Task prompt: Go through the data below and transcribe it exactly. Omit the images.

------ Data section ------

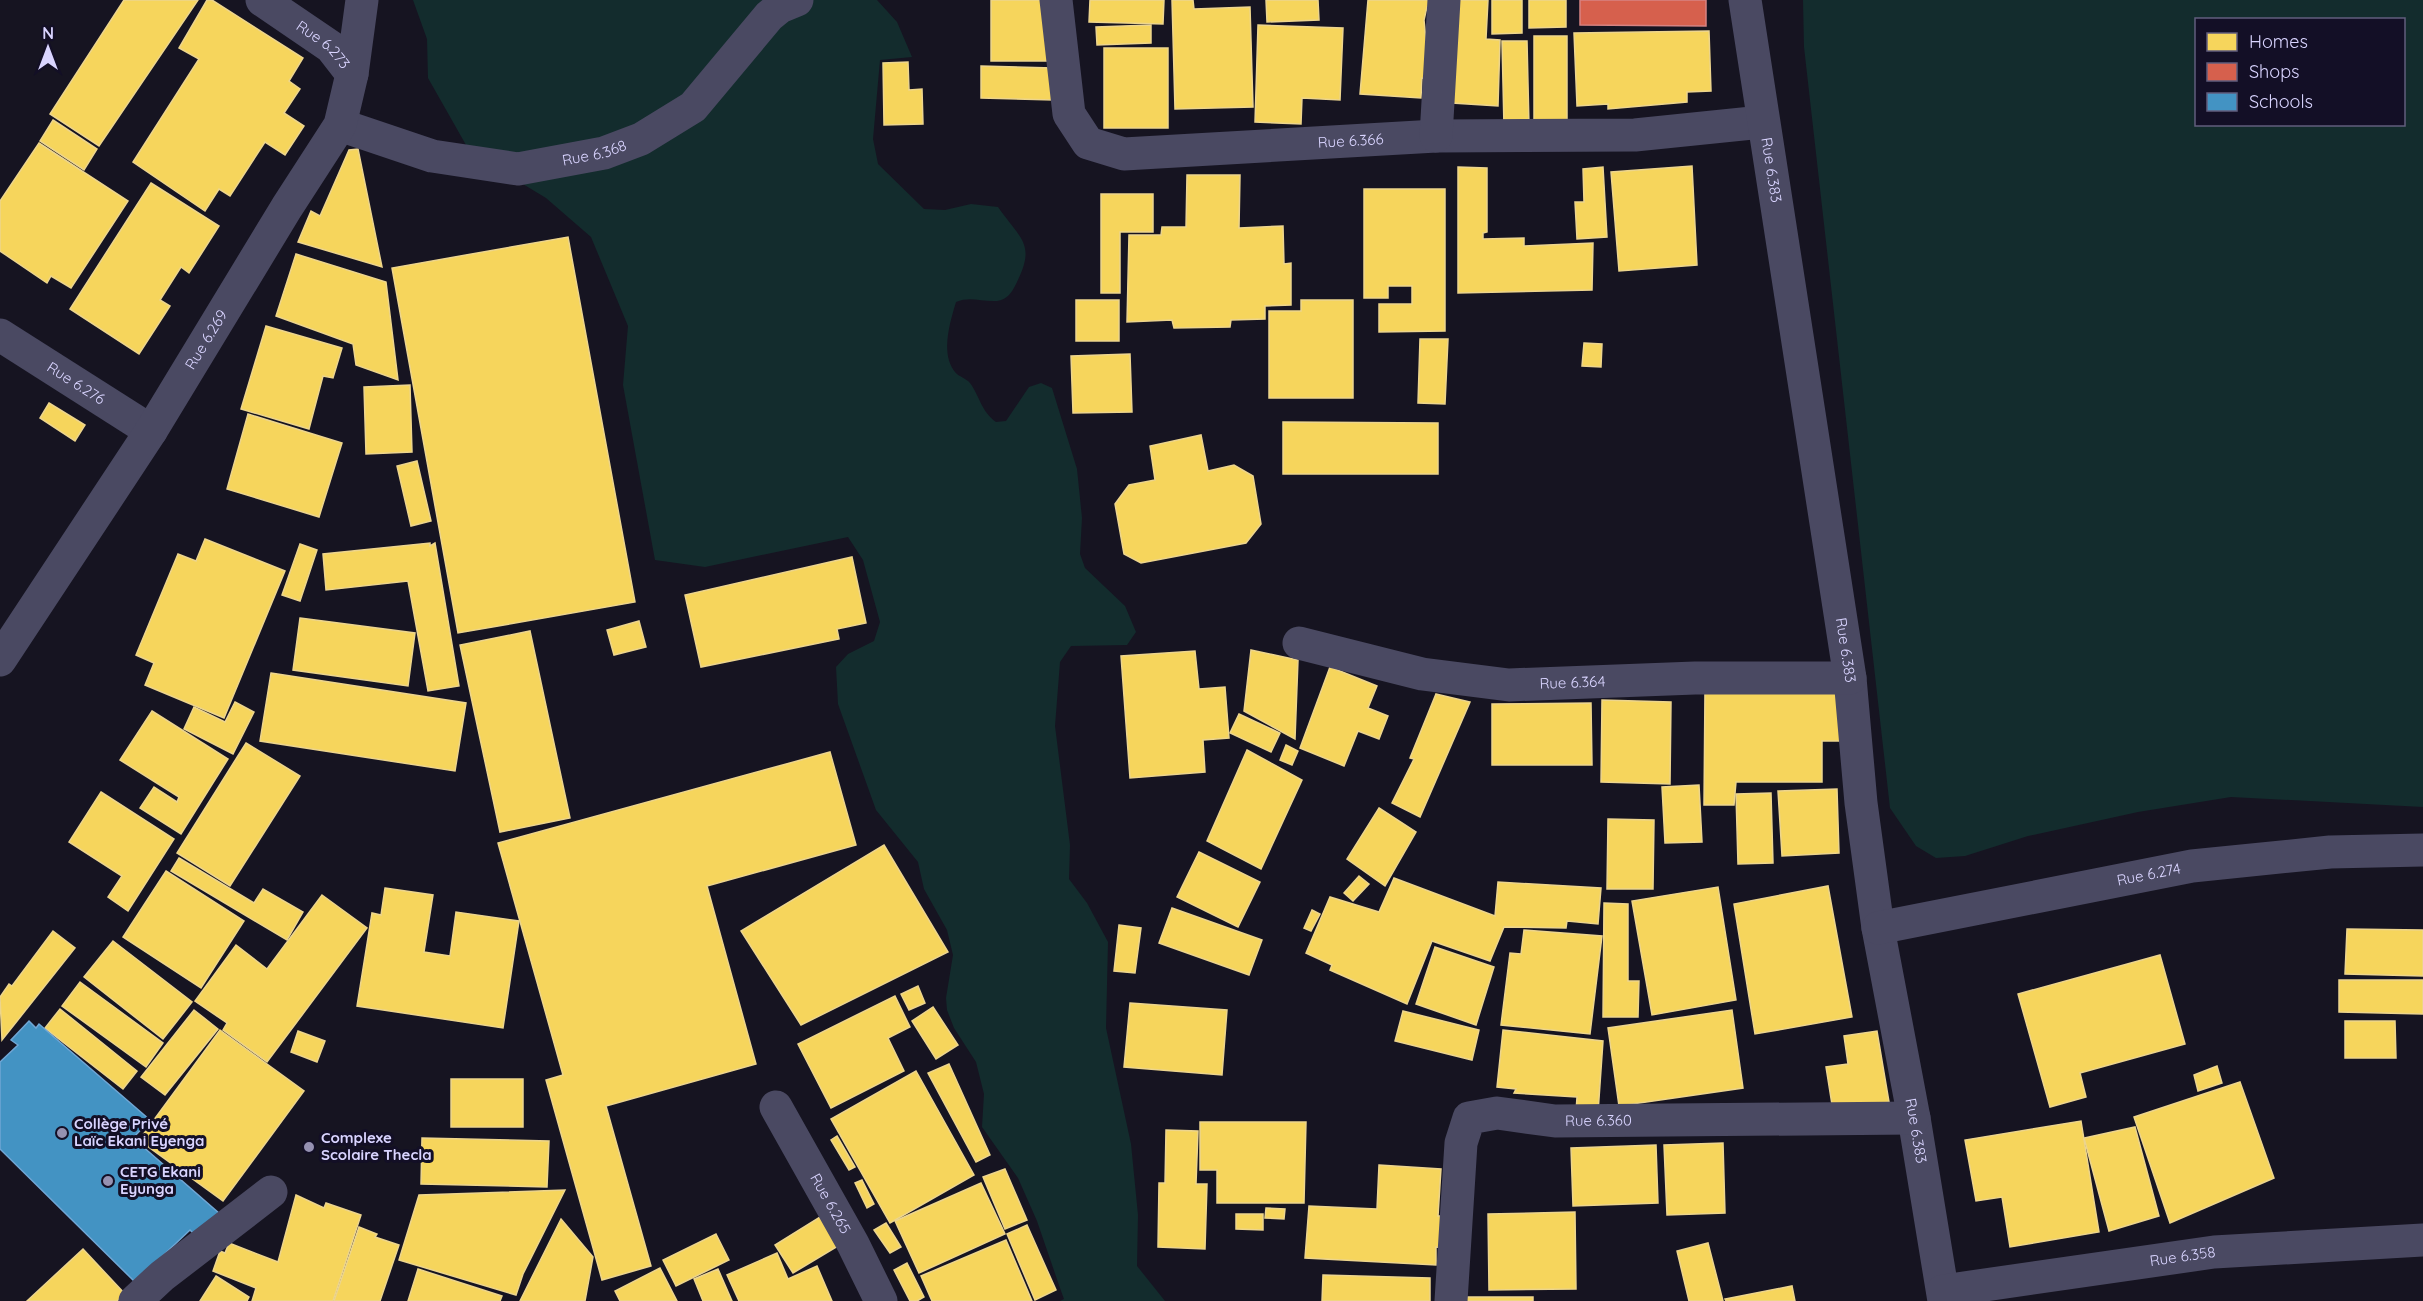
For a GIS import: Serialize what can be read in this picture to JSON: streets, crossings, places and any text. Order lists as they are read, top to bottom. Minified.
{"streets":{"street":["Rue 6.273","Rue 6.366","Rue 6.368","Rue 6.383","Rue 6.269","Rue 6.276","Rue 6.364","Rue 6.274","Rue 6.360","Rue 6.265","Rue 6.358"]},"crossings":[["Rue 6.273","Rue 6.269"],["Rue 6.366","Rue 6.383"],["Rue 6.368","Rue 6.269"],["Rue 6.383","Rue 6.364"],["Rue 6.383","Rue 6.274"],["Rue 6.383","Rue 6.360"],["Rue 6.383","Rue 6.358"],["Rue 6.269","Rue 6.276"]],"places":["Collège Privé Laïc Ekani Eyenga","Complexe Scolaire Thecla","CETG Ekani Eyunga"],"legend":["Homes","Shops","Schools"],"north":"top"}
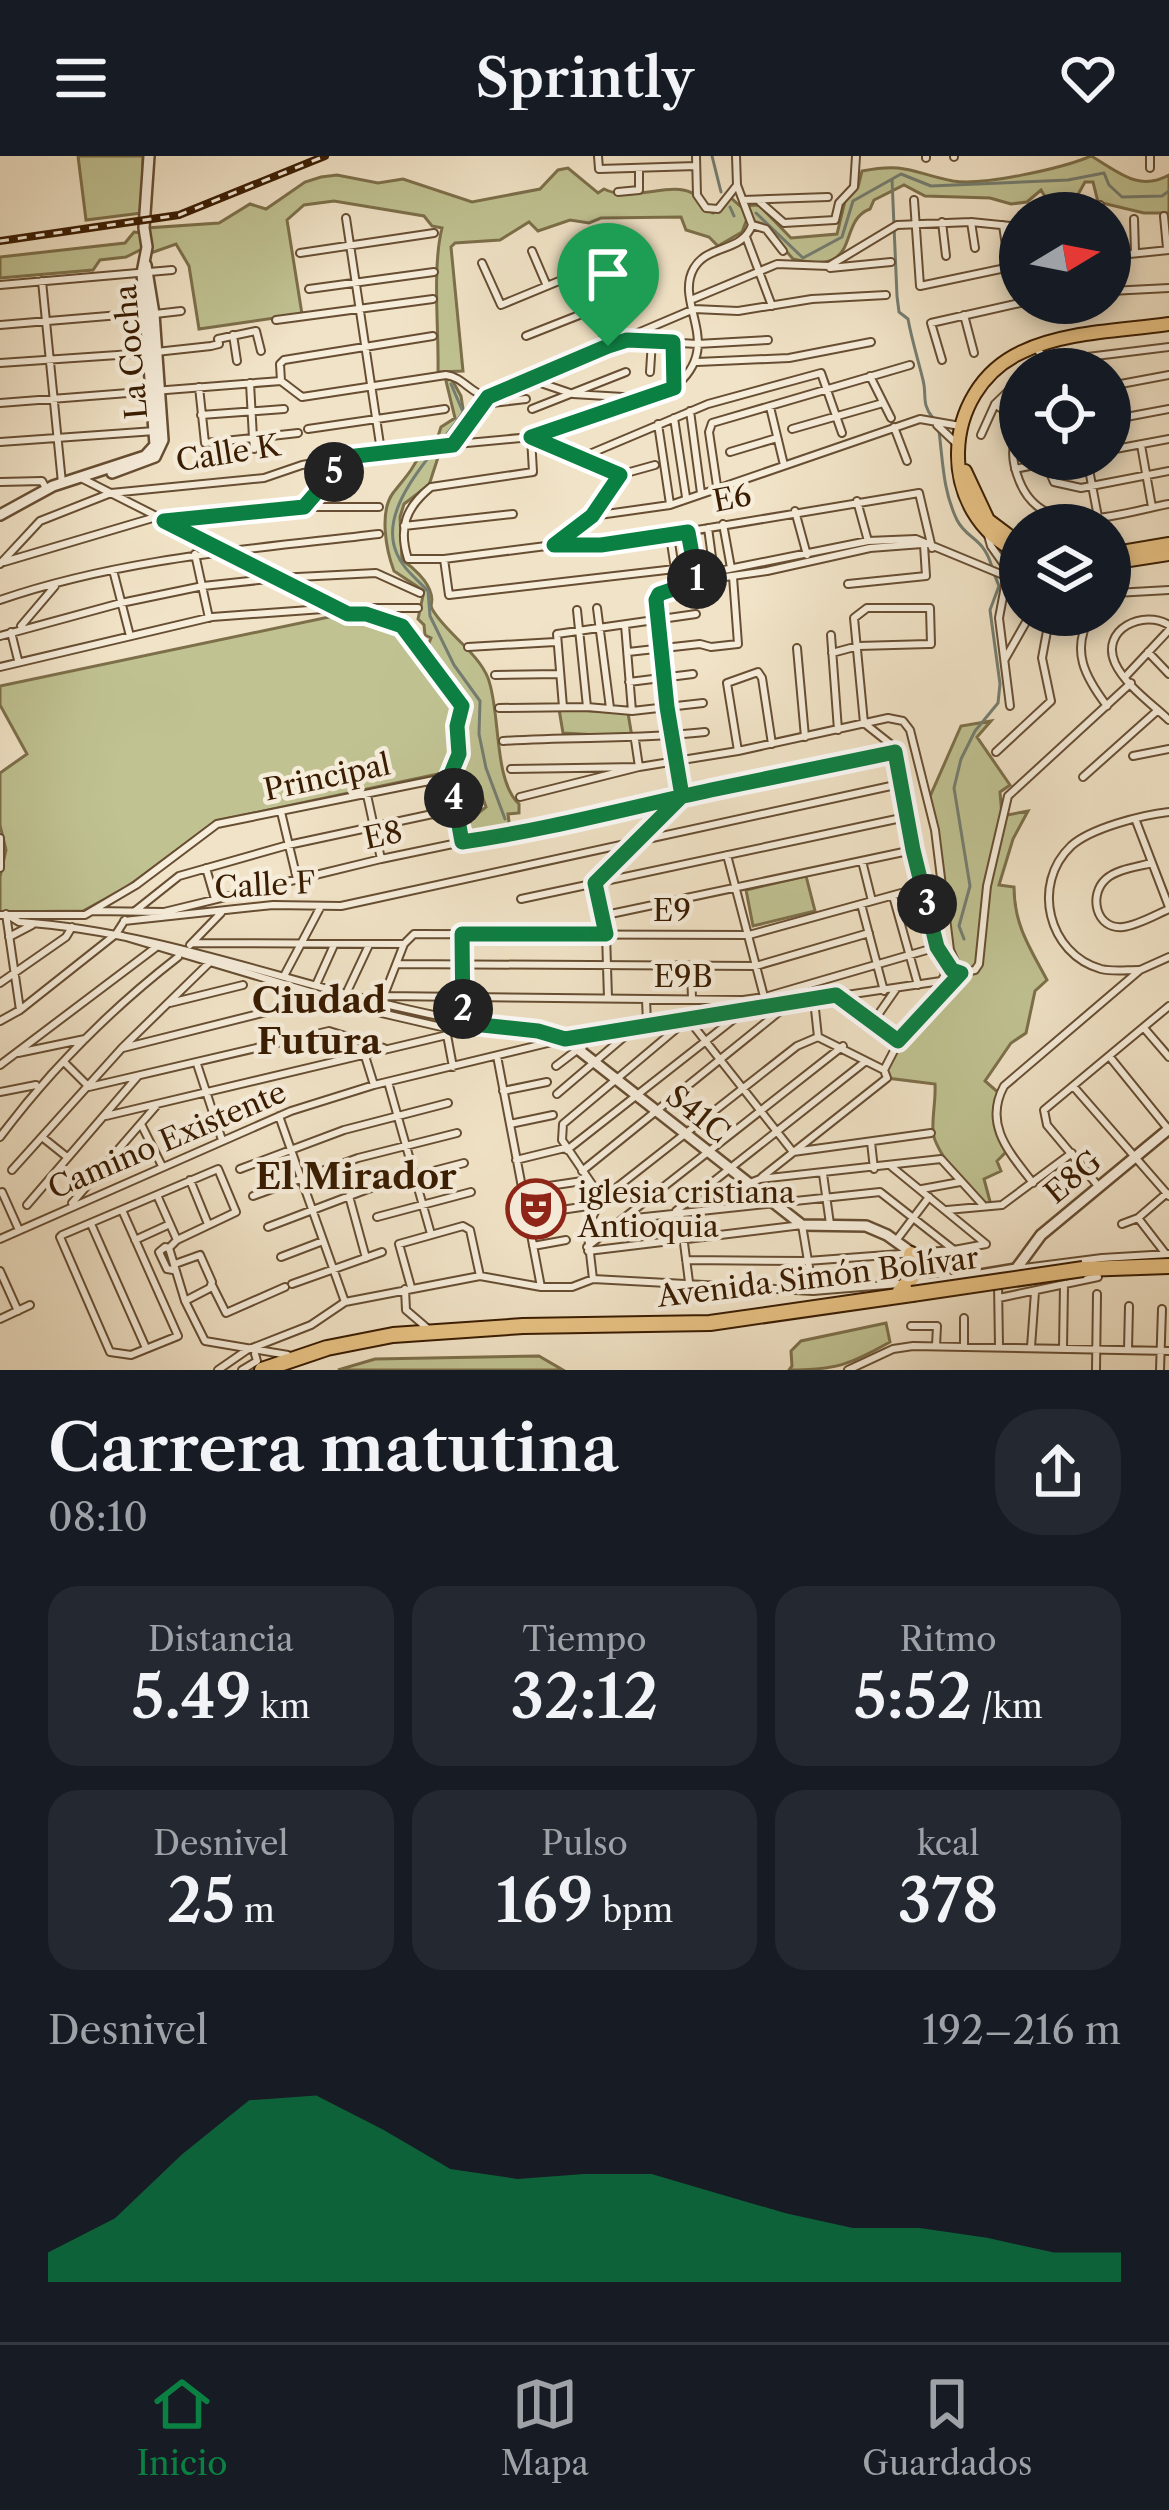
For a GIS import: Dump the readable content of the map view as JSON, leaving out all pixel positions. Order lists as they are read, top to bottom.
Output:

------

Written solution:
For a GIS import: Serialize what can be read in this picture to JSON: streets, crossings, places and any text. Order lists as they are read, top to bottom. Minified.
{"streets":{"street":["Rue 6.273","Rue 6.366","Rue 6.368","Rue 6.383","Rue 6.269","Rue 6.276","Rue 6.364","Rue 6.274","Rue 6.360","Rue 6.265","Rue 6.358"]},"crossings":[["Rue 6.273","Rue 6.269"],["Rue 6.366","Rue 6.383"],["Rue 6.368","Rue 6.269"],["Rue 6.383","Rue 6.364"],["Rue 6.383","Rue 6.274"],["Rue 6.383","Rue 6.360"],["Rue 6.383","Rue 6.358"],["Rue 6.269","Rue 6.276"]],"places":["Collège Privé Laïc Ekani Eyenga","Complexe Scolaire Thecla","CETG Ekani Eyunga"],"legend":["Homes","Shops","Schools"],"north":"top"}
For a GIS import: Dump the readable content of the map view as JSON, leaving out all pixel positions. Order lists as they are read, top to bottom.
Output:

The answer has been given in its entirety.